O Observatório da Indústria da Desinformação e Violência de Gênero nas Plataformas Digitais, criado por uma parceria entre o NetLab-UFRJ e o Ministério das Mulheres, divulgou, nesta sexta-feira (13), uma pesquisa inédita que sobre discursos misóginos em canais do YouTube no Brasil.
Em coletiva de prelo em Brasília, a ministra da pasta, Cida Gonçalves, destacou a prestígio das informações colhidas no estudo para a elaboração de políticas públicas para coibir os conteúdos de caráter misógino, e defendeu a tipificação do delito de ódio contra as mulheres.
“A gente tem que principiar, a partir desses dados, um aprofundamento e, na minha avaliação, sobre a tipificação, porque é a melhor forma que nós temos de coibir”, defendeu. “Até agora, a gente não tinha os dados, você não faz política pública sem dados, sem informação e sem pesquisa. Portanto agora nós temos um oferecido que pode fazer com que, no mínimo, a gente faça um debate pátrio sobre essas questões”, declarou Gonçalves.
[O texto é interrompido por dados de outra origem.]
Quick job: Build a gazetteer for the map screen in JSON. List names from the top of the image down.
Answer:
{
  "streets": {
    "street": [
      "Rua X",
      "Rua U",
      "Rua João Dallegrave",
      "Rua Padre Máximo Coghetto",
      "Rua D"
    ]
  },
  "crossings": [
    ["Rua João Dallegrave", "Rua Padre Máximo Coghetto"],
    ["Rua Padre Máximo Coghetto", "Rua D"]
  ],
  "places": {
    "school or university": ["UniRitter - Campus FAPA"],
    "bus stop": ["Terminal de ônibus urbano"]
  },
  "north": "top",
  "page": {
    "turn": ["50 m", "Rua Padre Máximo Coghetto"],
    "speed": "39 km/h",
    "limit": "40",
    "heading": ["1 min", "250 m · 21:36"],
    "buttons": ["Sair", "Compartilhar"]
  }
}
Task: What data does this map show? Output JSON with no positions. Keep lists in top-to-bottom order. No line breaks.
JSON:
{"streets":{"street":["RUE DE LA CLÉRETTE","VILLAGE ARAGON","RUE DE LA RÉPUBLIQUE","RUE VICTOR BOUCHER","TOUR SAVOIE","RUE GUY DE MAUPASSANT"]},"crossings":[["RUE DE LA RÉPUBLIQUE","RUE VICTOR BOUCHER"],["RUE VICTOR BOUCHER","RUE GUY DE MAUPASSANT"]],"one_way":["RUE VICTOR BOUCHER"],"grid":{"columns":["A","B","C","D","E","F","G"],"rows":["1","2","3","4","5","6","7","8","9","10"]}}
O relatório Aprenda a evitar ‘leste tipo’’de mulher: estratégias discursivas e monetização da misoginia no YouTube analisou 76,3 milénio vídeos de uma rede de influenciadores e comunidades digitais da chamada “machosfera”, que chegou ao número de 137 canais com conteúdos explicitamente misógino, com uma média de 152 milénio inscritos em cada um deles. De conformidade com o estudo, os vídeos analisados somam 3,9 bilhões de visualizações e 23 milhões de comentários.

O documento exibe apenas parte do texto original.